- RECORDS FOR THE EXERCISE:
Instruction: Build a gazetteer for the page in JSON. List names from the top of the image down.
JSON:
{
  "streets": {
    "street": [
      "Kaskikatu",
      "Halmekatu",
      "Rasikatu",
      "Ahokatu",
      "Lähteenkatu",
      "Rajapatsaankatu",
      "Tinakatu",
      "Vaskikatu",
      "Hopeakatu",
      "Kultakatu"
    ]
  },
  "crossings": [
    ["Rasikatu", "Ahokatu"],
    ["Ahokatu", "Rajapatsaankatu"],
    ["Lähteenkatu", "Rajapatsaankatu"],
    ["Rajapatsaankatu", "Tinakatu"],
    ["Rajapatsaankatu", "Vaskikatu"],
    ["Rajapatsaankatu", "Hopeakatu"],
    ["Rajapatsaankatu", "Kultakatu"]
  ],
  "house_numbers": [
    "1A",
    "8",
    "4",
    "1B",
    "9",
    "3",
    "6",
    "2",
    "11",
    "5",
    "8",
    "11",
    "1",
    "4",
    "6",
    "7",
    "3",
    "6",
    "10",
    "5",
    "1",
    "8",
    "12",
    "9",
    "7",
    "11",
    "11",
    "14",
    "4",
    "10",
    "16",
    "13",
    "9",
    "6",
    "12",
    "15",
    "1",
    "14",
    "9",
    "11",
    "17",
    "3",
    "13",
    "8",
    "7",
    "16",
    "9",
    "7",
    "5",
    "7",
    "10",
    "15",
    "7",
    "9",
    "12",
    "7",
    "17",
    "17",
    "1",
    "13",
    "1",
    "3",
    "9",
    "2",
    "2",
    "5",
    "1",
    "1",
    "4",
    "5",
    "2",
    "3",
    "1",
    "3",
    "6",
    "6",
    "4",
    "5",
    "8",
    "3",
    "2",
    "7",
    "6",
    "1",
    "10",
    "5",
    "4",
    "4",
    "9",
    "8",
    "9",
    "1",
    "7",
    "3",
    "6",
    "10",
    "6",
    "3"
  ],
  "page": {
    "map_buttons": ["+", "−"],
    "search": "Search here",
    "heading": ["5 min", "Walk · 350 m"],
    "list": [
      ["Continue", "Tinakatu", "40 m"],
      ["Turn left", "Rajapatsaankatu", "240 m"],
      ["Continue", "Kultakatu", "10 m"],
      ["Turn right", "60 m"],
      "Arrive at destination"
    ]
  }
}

- WHAT IS NEEDED: The answer must be every line of the listing that holds the word "JSON".

- PROBLEM SOLUTION:
Instruction: Build a gazetteer for the page in JSON. List names from the top of the image down.
JSON:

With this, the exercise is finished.